Coasting (2): The Aegean
In contrast, the Mediterranean coast can be overwhelmingly hot and humid in July and August. The Aegean -- or “Ege” in Turkish -- on the other hand can usually be relied upon to offer month after month of glorious summer sun with barely a drop of rain and not much humidity either.
The Aegean coast -- an overview: The Aegean coastline divides into two separate sections with İzmir, Turkey’s third largest city, as the breakpoint. North of İzmir the scenery is a little less dramatic and the architecture closer in style to that of the Greek Dodecanese islands frequently visible offshore. South of İzmir, the scenery gets increasingly dramatic, especially as it heads south from Bodrum. Happy beach hunting grounds can be found near Çanakkale and Assos, on Bozcaada Island, between Yeni and Eski Foça and around Bodrum. The Gulf of Edremit between Assos and Ayvalık is extremely built-up with holiday homes for domestic tourists although even here there is a particularly beautiful beach at Ören, near Burhaniye.
Çanakkale: Heading out of İstanbul the first big destination for visitors is usually the town of Çanakkale, the most obvious base for visiting the battlefield sites at Gallipoli and the ruins of Troy. Inland from the actual Aegean coast, Çanakkale is beautifully situated on the banks of the Dardanelles, also known as Hellespont, a strait that feels rather like İstanbul’s famous Bosporus and ensures lovely sea views only ever a short walk away from your hotel. Çanakkale is very popular with domestic tourists, which means that its lavish hotel stock comes under strain over summer weekends. That’s apart from the additional strain created by ANZAC (Australian and New Zealand Army Corps) Day on April 25, when it would be extremely unwise to show up without a reservation as Australians and New Zealanders pour in to attend dawn services at the battlefield sites. In 2015, the centenary of ANZAC’s Gallipoli Campaign will bring in yet more visitors, making 2014 a particularly good time for a visit.
Bozcaada and Gökçeada: Only two of the inhabited Aegean islands belong to Turkey. Of them, Bozcaada is the more immediately bewitching with a huge castle looming over a picturesque harbor ringed with fish restaurants and backed by a small settlement full of attractive old Greek houses. To the north of the island, yet undeveloped sandy beaches are shielded by high dunes, while the vineyards in the center of the island and the stunning small boutique hotels dotted about it complete a picture that amounts to touristic paradise.

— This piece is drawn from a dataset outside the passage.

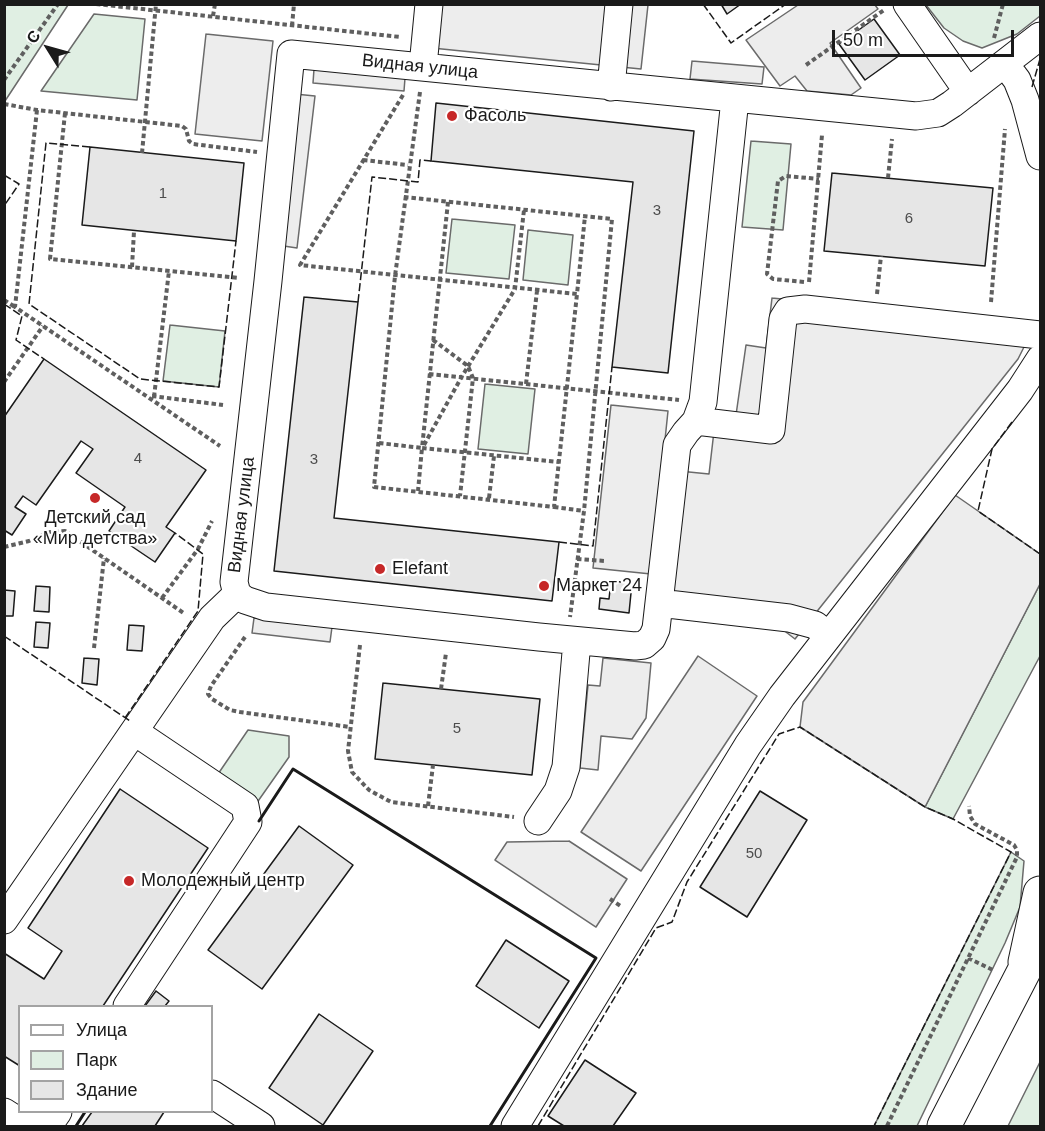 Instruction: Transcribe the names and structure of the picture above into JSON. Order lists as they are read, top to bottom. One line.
{"streets":{"street":["Видная улица"]},"places":["Фасоль","Детский сад «Мир детства»","Elefant","Маркет 24","Молодежный центр"],"house_numbers":["1","3","6","4","3","5","50"],"legend":["Улица","Парк","Здание"],"scale_bar":"50 m","north":"top left"}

Assos: Lovely Assos is a two-part destination, with a tiny picture-postcard harbor lined with hotels in beautiful old stone warehouses at the bottom of a steep hill and the remains of ancient Assos straggling up the inland side of the road. At the top of the hill, the modern village of Behramkale is full of attractive old stone houses marching even further uphill to the remains of a fine Greek temple to Athena that presides over a stunning view across to Lesbos, or “Midilli” in Turkish. Like Çanakkale, Assos is an increasingly popular destination with domestic tourists and school parties choke its narrow streets in late May and early June. Most of the hotels require guests to take half-board which means few good stand-alone restaurants. Sandy beaches ramble out east around Kadırga.

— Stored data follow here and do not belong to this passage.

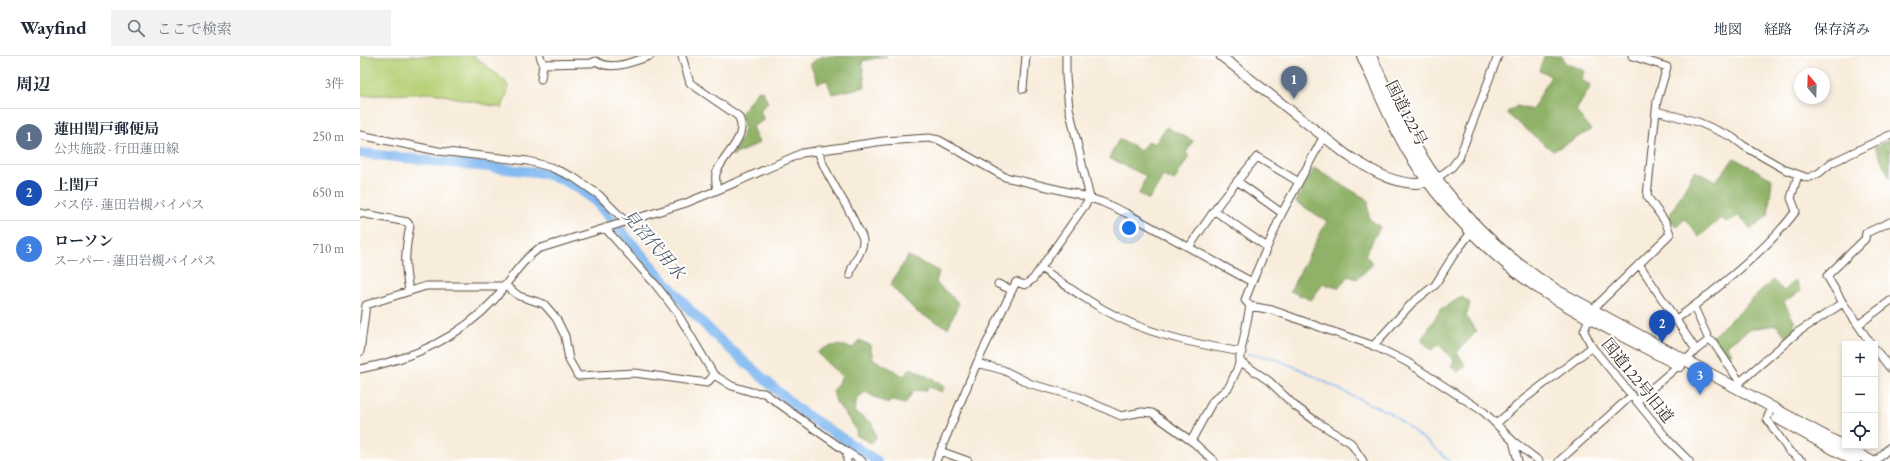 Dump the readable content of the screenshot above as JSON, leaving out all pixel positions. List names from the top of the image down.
{
  "streets": {
    "highway": ["国道122号"],
    "street": ["国道122号旧道"]
  },
  "water": ["見沼代用水"],
  "north": "top",
  "page": {
    "header": "Wayfind",
    "search": "ここで検索",
    "nav": ["地図", "経路", "保存済み"],
    "heading": ["周辺", "3件"],
    "pins": ["1", "2", "3"],
    "list": [
      {
        "mark": "1",
        "name": "蓮田閏戸郵便局",
        "note": "公共施設 · 行田蓮田線",
        "value": "250 m"
      },
      {
        "mark": "2",
        "name": "上閏戸",
        "note": "バス停 · 蓮田岩槻バイパス",
        "value": "650 m"
      },
      {
        "mark": "3",
        "name": "ローソン",
        "note": "スーパー · 蓮田岩槻バイパス",
        "value": "710 m"
      }
    ],
    "map_buttons": ["+", "−"]
  }
}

Ayvalık and Cunda: The untouristy small mainland town of Ayvalık once made a living from the cultivation of olives, and the chimneys of old olive-oil factories still loom above narrow streets filled with townhouses dating back to the period before the 1923 Greco-Turkish population exchange when it was an almost entirely Ottoman Greek settlement. The little offshore “island” of Cunda -- which is actually attached to the mainland by a causeway -- revels in more of a holidaymaking atmosphere. Narrow stretches of undeveloped beach fringe Cunda, or you can head south to Ayvalık’s rather overdeveloped resort suburb of Sarımsaklı, where large hotels gaze down on a wide swathe of sand.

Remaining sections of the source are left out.